Isso não deixou, no seu contexto, de ter certa eficácia; seus limites, no entanto, sempre foram bastante claros, e tanto mais agora. Dado que seu sujeito não era coletivo, mas individual (o que cada um pode fazer), não estranha a dificuldade do ambientalismo em desenvolver uma base social mobilizada. Tampouco estranha que o interesse de todos nós tenha tido relativamente pouca penetração entre aqueles que enfrentam necessidades materiais mais prementes, motivo pelo qual esse ambientalismo raramente chegou além dos limites da classe média.

Cada um

À medida em que aumenta a consciência do tamanho da crise ocasionada pelas mudanças climáticas, o eterno apelo àquilo que cada um pode fazer parece gerar uma dissonância cognitiva crescente. Como acreditar que pequenas medidas individuais possam servir de resposta a um desafio enormemente complexo de escala global? Como acreditar no súbito despertar da consciência do que é do interesse de todos, se há anos o conflito de interesses econômicos e políticos impede qualquer avanço significativo nas negociações do clima?

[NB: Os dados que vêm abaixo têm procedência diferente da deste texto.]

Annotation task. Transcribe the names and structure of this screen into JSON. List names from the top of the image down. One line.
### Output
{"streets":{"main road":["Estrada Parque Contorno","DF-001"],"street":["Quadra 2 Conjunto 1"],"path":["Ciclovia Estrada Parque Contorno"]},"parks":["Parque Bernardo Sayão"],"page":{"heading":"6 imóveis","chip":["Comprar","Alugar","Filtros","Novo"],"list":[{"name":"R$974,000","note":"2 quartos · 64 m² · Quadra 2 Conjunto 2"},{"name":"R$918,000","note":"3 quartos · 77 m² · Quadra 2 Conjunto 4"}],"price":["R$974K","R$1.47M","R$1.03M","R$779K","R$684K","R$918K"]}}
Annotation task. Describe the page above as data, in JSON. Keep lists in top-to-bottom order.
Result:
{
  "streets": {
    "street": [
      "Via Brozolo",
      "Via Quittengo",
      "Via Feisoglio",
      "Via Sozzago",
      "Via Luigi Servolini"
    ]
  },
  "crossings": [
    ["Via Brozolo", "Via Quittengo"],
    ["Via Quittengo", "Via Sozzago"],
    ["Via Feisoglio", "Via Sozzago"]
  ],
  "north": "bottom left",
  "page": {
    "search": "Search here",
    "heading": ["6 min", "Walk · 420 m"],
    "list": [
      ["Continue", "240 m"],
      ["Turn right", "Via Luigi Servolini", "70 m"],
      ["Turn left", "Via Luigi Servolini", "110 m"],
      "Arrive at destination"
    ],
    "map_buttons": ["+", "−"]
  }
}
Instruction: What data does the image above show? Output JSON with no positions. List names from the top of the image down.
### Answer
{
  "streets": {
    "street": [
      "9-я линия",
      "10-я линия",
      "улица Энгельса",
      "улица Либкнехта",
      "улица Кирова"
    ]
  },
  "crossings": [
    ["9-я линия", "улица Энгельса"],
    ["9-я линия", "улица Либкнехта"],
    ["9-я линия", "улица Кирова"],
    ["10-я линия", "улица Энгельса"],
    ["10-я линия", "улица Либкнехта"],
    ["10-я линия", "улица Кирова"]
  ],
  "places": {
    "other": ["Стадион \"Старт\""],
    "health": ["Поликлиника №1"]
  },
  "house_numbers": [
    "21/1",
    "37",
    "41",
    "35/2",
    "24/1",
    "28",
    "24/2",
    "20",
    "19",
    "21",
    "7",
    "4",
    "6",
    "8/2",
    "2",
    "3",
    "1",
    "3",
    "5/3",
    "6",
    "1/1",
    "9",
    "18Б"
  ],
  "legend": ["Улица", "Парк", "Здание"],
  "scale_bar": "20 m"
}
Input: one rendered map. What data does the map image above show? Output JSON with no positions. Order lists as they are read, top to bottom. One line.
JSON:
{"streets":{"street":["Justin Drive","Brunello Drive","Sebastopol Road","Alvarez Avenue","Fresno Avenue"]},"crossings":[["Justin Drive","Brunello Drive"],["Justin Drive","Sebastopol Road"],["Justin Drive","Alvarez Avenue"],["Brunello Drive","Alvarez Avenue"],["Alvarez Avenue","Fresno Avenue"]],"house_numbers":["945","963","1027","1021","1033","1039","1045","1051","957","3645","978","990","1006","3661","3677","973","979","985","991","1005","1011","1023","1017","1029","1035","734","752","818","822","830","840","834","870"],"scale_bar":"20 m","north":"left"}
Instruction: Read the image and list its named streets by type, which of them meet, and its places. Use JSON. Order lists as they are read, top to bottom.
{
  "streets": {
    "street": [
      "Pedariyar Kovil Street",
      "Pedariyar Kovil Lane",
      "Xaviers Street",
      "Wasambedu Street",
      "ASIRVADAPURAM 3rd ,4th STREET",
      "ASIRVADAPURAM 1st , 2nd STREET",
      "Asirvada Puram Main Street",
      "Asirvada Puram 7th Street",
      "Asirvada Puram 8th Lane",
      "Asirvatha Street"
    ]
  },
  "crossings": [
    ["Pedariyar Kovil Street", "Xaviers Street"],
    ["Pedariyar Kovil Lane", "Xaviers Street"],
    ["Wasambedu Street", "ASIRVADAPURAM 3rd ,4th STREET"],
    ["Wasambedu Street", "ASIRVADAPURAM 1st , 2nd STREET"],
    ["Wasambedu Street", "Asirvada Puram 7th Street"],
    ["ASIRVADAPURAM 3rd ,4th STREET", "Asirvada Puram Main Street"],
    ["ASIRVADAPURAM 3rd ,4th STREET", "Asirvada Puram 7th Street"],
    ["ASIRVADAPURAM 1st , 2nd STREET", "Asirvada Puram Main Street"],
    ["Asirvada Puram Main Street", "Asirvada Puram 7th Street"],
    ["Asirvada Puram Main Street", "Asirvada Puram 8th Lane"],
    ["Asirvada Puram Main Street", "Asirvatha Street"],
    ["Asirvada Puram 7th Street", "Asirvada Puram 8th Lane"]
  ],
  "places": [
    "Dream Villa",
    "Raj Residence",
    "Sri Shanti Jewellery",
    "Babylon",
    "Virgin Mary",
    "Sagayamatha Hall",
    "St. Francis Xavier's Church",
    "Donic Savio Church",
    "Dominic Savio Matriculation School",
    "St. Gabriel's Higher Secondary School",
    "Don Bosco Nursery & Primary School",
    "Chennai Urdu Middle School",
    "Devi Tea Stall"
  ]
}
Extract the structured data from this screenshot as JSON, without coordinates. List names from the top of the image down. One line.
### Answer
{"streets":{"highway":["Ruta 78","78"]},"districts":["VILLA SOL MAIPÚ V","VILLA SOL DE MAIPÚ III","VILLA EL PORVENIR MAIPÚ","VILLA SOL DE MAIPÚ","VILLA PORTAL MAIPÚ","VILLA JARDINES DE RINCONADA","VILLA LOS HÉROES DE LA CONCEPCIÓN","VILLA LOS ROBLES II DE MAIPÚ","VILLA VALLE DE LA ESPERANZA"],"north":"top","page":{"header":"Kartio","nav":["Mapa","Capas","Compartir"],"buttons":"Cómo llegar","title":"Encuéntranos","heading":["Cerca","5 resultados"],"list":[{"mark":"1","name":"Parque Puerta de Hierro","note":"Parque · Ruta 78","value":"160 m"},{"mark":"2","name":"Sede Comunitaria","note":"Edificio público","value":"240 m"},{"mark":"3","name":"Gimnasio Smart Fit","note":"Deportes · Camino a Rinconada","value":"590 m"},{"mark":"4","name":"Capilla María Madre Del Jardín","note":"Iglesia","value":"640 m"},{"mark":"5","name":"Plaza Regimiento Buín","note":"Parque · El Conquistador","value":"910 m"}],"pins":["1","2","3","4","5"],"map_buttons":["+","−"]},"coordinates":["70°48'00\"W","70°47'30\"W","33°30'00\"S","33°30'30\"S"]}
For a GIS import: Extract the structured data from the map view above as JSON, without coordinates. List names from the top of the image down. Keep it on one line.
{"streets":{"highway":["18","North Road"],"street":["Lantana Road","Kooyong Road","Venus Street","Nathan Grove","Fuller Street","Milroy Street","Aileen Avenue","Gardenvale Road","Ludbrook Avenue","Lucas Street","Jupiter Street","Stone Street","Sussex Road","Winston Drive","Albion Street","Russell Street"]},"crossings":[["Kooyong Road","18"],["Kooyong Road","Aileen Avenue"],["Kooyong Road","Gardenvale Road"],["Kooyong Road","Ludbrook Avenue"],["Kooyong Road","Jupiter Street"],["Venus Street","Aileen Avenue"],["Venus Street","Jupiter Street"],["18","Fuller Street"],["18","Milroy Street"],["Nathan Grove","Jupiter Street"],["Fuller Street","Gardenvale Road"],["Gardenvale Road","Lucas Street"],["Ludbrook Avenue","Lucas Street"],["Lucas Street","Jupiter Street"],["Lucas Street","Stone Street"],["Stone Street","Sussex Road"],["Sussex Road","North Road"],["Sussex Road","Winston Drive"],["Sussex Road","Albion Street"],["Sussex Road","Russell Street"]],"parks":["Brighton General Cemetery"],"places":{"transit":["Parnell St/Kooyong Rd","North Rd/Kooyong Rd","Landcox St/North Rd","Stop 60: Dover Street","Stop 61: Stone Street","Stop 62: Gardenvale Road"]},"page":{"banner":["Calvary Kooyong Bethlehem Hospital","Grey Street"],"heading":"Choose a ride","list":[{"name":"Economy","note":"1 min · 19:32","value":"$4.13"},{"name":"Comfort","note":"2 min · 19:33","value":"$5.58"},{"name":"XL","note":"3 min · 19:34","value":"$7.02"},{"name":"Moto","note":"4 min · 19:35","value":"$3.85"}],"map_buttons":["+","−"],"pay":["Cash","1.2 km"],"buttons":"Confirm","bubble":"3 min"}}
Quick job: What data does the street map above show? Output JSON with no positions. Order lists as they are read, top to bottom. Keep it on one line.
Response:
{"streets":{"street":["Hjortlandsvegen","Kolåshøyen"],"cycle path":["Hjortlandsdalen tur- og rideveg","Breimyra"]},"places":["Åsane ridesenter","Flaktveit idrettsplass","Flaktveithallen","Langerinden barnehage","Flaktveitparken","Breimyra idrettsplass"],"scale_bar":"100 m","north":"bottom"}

Essa dissonância cognitiva não pode deixar de ter um efeito desmobilizador. Assim como empresas e governos preferem enfiar a cabeça na areia, também muito do ambientalismo –seja por conta dos compromissos de alguns com seus financiadores e parceiros, seja pela incapacidade de outros de escapar à armadilha da identidade política que construíram para si–, ao manter em seu discurso o brutal descompasso entre o gigantismo do diagnóstico e o nanismo dos remédios, colabora para que todos o façam.

Como ficou claro de novo com o desastre da Vale/Samarco, no curto e médio prazos da lógica econômica, as questões ambientais não são do interesse de todos, mas jogam uns muito poucos que têm muito a lucrar contra muitos que têm muito a perder. O problema, como sempre, é que, se os poucos têm plena consciência de seus interesses e muitos recursos para jogar coletivamente, os muitos entram no jogo de maneira atomizada, insuficientemente informados sobre riscos que acabam por assumir em troca de emprego, renda, subsistência. (É nesse contexto que se deve compreender a adesão de moradores da região afetada a uma campanha que declarava: "Somos Todos Samarco".)

Diante da escala de um desastre como esse, ou de um problema como o aquecimento global, uma conclusão se impõe: a força dos interesses econômicos e políticos da mineração (e do petróleo, do agronegócio etc.) só poderá ser neutralizada por uma força proporcional na direção contrária.

Como demonstrou recentemente a vitória contra o gasoduto Keystone XL nos EUA, apenas grandes alianças entre comunidades afetadas, movimentos sociais, grupos de pressão e indivíduos, capazes de captar a atenção do debate público e de agir diretamente onde dói mais (no balanço das empresas), estão à altura do tipo de desafio que temos pela frente.

Para isso, será preciso que o ambientalismo (se é que esse será o nome que essa mutação assumirá) saiba se reinventar, abandonando aqueles dois pilares de sua identidade comentados acima.

O tempo dos antagonismos e da organização coletiva voltou. A oportunidade política para isso existe, não só pelo crescimento do debate em torno das mudanças climáticas mas precisamente porque a questão ambiental se situa para além da bipolarização que paralisou o debate nos últimos anos.

Para tanto, será necessário desfazer o nó discursivo que foi um dos grandes desserviços ao debate público prestados pelo PT: a ideia de que o único caminho para um país mais igualitário passe por fortalecer setores e tendências econômicas que produzem tragédias.